Once the design of the tag set was finished, the next step was to tag a word list that will be used to train the tagger. The tagger is a program that can be trained to label the words of a text according to the tag set. An example in English would be that we want the tagger to label a sentence such as: “The cat runs slowly” to “The(ART) cat(NN) runs(VV) slowly(ADV)”. Again, in order to train the tagger to be able to do this, we need to provide it with a list of the most common words in Marshallese and their respective tags. Our list contained just over 2400 words. Needless to say, tagging these words by hand took a great deal of time. At the moment we recently finished tagging this word list, meaning there is still some work to be done before being able to publish the corpus.
During the summer, I was involved in the creation of several language materials that are currently being used by the missionaries who are learning Marshallese at the Missionary Training Center. Being able to look at the corpus of Marshallese that we have so far allowed me to make significant contributions to the grammar materials we created.

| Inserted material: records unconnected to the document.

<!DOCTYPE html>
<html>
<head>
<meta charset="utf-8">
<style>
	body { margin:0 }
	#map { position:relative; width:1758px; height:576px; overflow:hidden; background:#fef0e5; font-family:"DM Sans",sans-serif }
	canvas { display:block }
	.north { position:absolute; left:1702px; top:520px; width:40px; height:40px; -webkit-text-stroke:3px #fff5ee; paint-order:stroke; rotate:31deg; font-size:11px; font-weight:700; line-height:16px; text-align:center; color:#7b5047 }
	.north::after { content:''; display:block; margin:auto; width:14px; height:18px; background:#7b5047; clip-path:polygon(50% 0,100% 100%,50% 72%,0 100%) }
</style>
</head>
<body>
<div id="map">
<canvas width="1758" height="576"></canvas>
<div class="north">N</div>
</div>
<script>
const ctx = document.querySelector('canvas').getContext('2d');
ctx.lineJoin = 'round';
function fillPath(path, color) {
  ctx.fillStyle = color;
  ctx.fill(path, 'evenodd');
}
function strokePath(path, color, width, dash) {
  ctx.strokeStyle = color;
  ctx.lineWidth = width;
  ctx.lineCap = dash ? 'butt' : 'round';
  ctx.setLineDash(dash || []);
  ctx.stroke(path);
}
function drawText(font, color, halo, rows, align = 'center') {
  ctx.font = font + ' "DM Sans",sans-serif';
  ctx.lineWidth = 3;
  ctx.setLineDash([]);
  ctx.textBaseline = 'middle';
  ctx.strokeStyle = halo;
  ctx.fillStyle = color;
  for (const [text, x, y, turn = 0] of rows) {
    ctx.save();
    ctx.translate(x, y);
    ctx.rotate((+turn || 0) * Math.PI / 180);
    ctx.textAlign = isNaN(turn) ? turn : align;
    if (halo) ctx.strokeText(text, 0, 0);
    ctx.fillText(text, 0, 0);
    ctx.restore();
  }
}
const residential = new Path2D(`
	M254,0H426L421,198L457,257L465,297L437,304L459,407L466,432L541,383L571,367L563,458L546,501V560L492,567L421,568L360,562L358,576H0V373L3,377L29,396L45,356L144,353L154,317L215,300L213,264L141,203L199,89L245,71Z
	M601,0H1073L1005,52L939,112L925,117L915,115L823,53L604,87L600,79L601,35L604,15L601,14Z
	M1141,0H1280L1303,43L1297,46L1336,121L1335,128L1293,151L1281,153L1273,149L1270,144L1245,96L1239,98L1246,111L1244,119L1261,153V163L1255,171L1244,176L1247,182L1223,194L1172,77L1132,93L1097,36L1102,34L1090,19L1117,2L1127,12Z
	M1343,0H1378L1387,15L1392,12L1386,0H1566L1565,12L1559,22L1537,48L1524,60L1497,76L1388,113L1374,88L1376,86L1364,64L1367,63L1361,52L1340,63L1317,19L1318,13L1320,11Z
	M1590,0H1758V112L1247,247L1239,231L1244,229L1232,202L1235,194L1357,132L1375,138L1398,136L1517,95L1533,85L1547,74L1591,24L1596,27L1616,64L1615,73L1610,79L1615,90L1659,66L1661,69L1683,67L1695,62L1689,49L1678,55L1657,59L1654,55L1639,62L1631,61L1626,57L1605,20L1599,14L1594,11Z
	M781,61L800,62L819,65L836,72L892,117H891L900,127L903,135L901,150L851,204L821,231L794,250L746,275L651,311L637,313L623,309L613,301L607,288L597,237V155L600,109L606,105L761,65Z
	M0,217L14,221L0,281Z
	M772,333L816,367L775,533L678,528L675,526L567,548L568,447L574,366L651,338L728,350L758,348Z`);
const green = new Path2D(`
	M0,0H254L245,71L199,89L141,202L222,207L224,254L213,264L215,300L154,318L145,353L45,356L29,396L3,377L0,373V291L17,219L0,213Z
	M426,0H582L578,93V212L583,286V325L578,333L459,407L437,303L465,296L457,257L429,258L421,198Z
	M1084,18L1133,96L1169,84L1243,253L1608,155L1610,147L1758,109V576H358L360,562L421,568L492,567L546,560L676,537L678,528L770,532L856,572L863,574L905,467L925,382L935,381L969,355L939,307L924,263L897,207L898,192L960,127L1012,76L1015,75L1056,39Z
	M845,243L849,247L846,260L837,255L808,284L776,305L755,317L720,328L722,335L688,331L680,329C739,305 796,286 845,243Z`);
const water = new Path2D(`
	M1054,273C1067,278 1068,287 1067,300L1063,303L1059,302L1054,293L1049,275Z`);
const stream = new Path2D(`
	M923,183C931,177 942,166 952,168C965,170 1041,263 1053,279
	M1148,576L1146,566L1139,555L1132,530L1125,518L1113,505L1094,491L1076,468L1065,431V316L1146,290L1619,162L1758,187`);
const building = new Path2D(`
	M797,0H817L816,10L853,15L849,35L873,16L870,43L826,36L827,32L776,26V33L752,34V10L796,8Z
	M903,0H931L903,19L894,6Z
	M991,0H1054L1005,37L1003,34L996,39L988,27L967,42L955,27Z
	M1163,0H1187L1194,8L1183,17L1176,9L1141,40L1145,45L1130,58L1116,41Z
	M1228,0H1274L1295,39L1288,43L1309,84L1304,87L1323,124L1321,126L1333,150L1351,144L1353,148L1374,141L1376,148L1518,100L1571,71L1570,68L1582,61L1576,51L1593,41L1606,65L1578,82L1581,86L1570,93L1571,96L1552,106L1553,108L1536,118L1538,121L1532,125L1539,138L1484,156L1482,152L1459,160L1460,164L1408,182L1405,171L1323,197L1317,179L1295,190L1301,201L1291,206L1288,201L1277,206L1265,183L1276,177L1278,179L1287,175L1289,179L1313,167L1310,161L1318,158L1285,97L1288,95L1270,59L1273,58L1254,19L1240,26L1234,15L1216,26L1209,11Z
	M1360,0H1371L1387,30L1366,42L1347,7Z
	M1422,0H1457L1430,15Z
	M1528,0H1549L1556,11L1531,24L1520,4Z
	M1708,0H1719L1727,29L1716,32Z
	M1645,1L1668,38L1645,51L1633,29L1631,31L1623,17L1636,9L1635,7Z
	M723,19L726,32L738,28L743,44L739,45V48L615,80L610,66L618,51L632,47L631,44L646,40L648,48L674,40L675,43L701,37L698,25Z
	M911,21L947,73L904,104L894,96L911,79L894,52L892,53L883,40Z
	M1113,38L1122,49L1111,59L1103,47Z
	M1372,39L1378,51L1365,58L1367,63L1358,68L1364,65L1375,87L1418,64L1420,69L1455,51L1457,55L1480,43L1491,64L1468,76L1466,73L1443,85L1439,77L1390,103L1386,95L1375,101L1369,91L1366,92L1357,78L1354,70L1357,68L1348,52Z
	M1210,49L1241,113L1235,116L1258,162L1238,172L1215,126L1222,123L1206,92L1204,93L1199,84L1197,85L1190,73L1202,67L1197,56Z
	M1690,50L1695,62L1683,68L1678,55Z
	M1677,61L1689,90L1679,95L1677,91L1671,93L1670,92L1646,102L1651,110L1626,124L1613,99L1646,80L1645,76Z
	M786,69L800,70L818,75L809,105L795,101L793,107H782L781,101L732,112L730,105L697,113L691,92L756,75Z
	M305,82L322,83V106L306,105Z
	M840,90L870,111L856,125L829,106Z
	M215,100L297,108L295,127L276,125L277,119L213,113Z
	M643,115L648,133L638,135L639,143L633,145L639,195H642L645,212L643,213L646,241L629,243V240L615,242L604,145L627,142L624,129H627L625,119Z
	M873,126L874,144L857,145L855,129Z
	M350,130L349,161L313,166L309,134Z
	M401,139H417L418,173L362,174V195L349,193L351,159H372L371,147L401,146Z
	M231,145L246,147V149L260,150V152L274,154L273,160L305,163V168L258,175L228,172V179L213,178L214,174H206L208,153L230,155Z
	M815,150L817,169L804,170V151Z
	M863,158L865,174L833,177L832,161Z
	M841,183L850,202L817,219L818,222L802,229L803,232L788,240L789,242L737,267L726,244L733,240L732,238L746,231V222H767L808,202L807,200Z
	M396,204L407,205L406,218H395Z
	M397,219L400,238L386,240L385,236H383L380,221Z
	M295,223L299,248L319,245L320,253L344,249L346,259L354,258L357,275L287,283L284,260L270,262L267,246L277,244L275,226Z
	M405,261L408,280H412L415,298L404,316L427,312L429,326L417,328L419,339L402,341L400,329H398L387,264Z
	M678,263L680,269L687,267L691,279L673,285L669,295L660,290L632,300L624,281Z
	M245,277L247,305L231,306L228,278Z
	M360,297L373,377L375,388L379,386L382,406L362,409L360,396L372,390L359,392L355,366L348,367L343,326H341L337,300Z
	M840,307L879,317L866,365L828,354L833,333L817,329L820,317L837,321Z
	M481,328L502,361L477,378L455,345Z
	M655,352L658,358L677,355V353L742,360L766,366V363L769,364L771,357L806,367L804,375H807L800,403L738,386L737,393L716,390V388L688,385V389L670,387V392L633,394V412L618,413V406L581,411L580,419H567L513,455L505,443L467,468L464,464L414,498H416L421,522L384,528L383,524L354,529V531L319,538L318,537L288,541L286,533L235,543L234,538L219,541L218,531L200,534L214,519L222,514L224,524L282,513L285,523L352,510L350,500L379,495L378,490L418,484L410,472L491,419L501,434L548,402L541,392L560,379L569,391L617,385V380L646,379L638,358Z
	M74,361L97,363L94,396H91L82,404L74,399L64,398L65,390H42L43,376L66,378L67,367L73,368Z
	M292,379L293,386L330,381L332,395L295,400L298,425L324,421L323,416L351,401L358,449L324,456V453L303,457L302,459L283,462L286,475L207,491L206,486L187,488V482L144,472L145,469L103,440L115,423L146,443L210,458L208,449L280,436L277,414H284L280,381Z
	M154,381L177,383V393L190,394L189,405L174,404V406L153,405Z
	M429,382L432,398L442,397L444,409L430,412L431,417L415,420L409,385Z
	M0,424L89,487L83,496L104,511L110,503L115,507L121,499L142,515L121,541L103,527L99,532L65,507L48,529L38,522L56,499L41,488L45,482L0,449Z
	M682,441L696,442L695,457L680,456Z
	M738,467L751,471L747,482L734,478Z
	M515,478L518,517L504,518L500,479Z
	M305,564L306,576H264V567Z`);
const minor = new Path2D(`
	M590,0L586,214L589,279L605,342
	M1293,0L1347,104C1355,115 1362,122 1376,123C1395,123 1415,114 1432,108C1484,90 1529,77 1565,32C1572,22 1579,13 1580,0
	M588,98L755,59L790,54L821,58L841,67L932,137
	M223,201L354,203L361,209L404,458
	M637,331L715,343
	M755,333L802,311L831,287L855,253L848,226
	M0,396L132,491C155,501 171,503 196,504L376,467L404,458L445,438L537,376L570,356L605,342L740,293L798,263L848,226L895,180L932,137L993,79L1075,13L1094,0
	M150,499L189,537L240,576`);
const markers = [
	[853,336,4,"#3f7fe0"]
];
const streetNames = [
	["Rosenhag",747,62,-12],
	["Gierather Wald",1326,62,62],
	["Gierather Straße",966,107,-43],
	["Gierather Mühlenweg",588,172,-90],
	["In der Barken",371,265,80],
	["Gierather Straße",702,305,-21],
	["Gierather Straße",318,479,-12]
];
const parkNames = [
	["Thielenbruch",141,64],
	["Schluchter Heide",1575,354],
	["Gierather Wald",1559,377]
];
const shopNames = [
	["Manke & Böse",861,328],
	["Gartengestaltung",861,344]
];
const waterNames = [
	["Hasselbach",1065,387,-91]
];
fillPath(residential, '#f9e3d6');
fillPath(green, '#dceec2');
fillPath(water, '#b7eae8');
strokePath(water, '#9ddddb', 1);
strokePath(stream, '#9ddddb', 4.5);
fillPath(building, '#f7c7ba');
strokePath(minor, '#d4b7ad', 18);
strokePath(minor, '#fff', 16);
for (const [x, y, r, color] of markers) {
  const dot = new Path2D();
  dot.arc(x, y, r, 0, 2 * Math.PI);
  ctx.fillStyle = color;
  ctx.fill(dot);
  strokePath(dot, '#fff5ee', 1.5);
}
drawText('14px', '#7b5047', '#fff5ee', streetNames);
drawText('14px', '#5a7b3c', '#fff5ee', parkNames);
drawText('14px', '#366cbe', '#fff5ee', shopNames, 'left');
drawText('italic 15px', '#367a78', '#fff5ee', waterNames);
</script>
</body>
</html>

Although we have accomplished a lot, we still have a lot of work to do. The next steps before being able to publish the corpus include 1) training the tagger and tag the texts that we have and 2) designing an interface by which to publish the corpus. However, along the way, in addressing the problems we had not foreseen, I have learned a lot about the importance of team work and innovation. (I marvel at the willingness of individuals to help in a good cause even though they may be unfamiliar with the type of work at hand.) I am thankful for the opportunity I have had to work on this project and for the opportunity to work with the individuals that have helped out along the way.
References
- This project could not have progressed as far as it has without the support of individuals who work on it without monetary compensation despite the pressures of work and other commitments. Dr. Heather Willson, who first suggested the project, has been a mentor and a great leader. David Fallon, an undergraduate student, has been a part of the team for a few months and has contributed time, effort and great ideas. Jared Meyers is working with us on finding efficient solutions for our problems despite the fact that the project itself is outside his area of research. Others that have contributed by providing example and guidance are Dr. Mark Davies from the Department of Linguistics and English Language at BYU and Dr. Kevin Scannell from the Department of Mathematics and Computer Science at St. Louis University.